**PROMPT:**
Your answer must be a word-for-word copy of the listing below, minus its pictures.

**GIVEN RECORDS:**
+ + + +

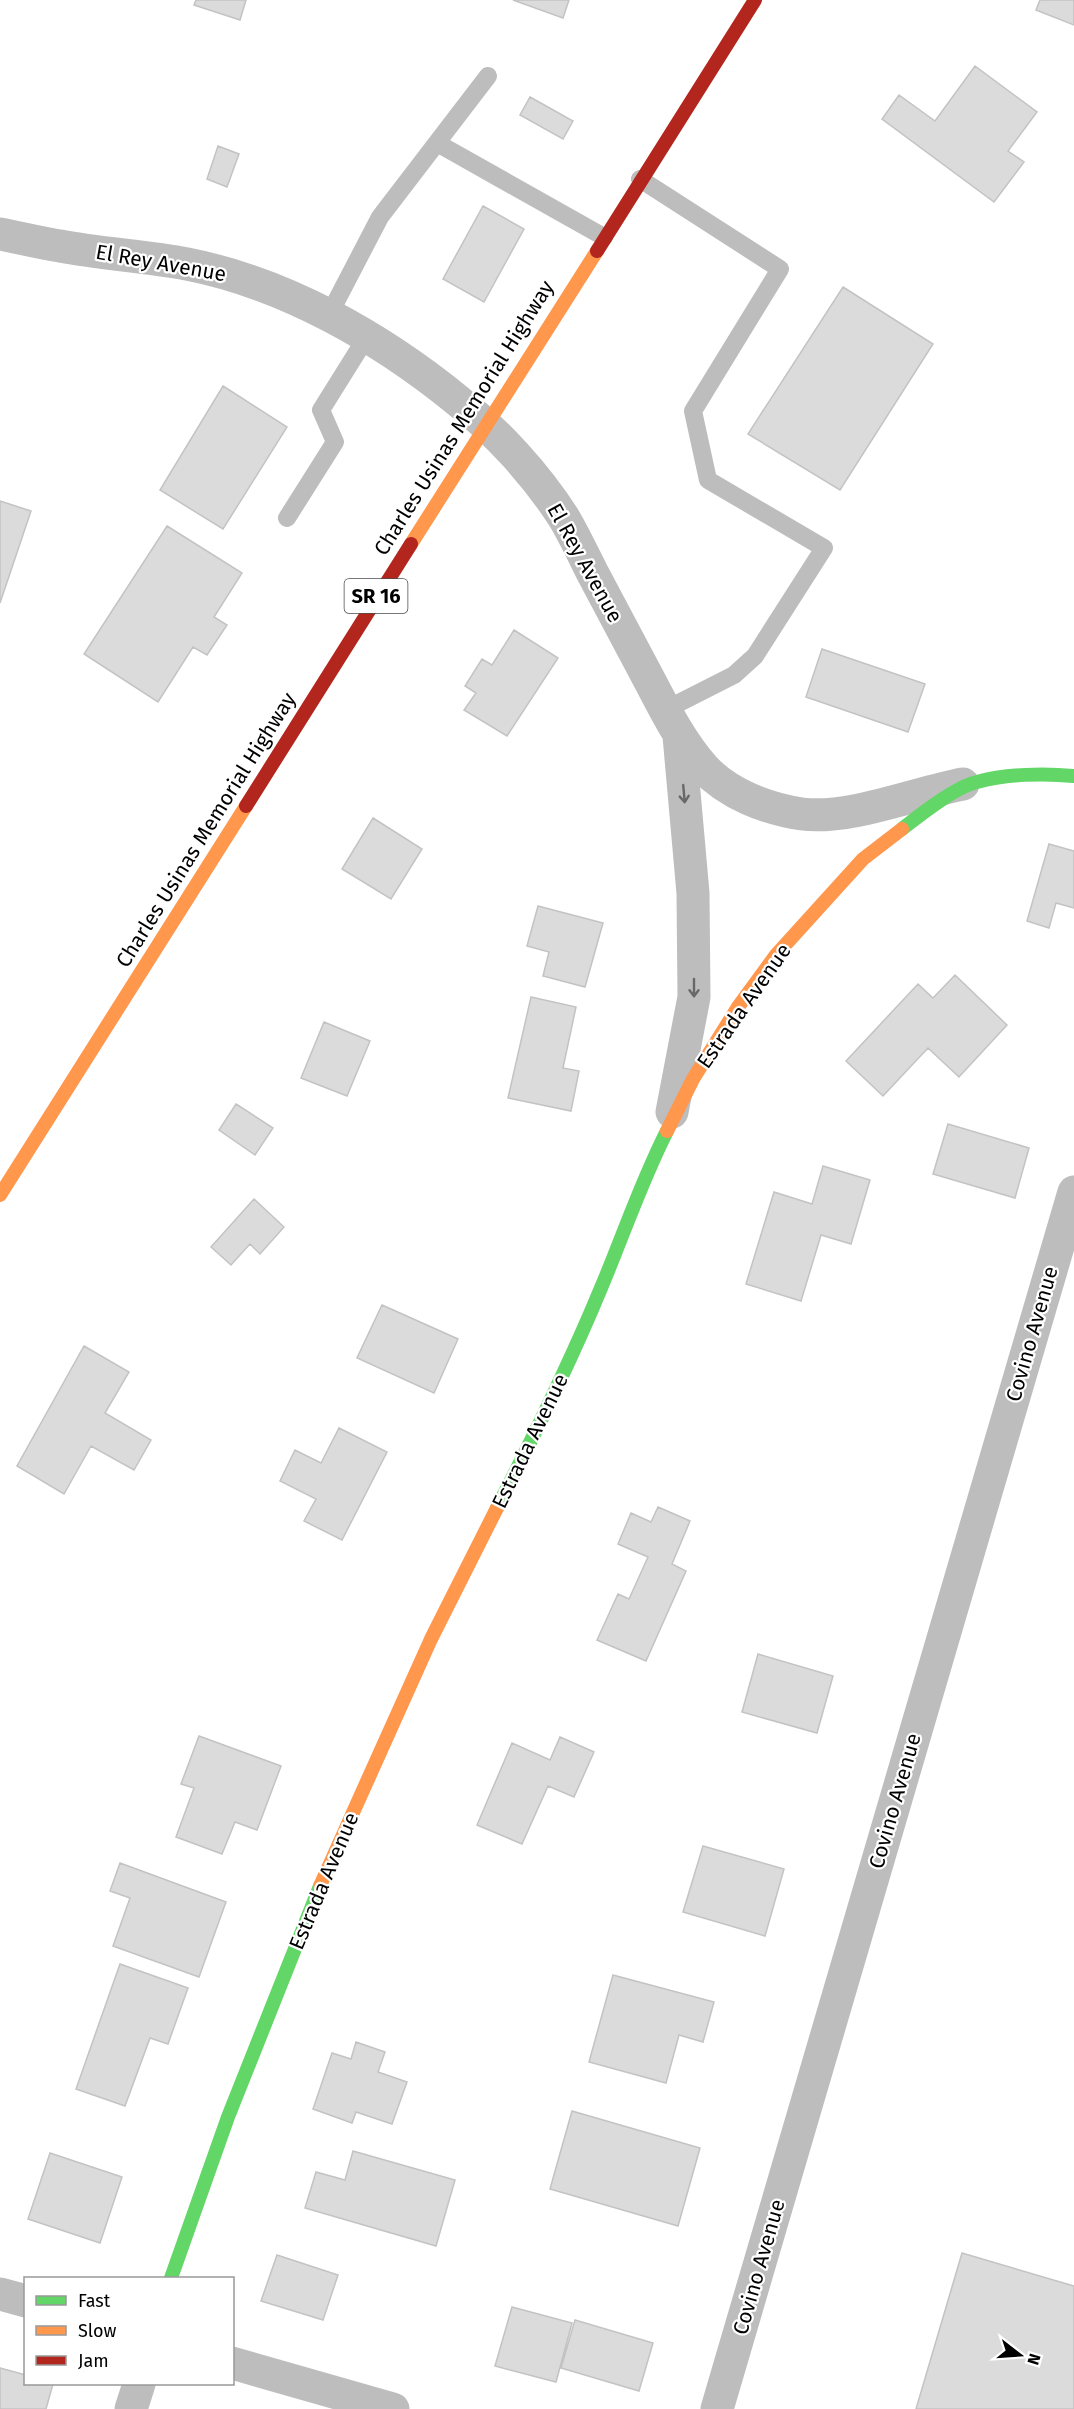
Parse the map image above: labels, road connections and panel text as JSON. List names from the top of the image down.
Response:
{
  "streets": {
    "main road": ["Charles Usinas Memorial Highway", "SR 16", "Estrada Avenue"],
    "street": ["El Rey Avenue", "Covino Avenue"]
  },
  "crossings": [
    ["El Rey Avenue", "Charles Usinas Memorial Highway"],
    ["El Rey Avenue", "Estrada Avenue"]
  ],
  "legend": ["Fast", "Slow", "Jam"],
  "north": "right"
}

+ + + +

**OUTPUT FOR THIS TASK:**
Parse the map image above: labels, road connections and panel text as JSON. List names from the top of the image down.
Response:
{
  "streets": {
    "main road": ["Charles Usinas Memorial Highway", "SR 16", "Estrada Avenue"],
    "street": ["El Rey Avenue", "Covino Avenue"]
  },
  "crossings": [
    ["El Rey Avenue", "Charles Usinas Memorial Highway"],
    ["El Rey Avenue", "Estrada Avenue"]
  ],
  "legend": ["Fast", "Slow", "Jam"],
  "north": "right"
}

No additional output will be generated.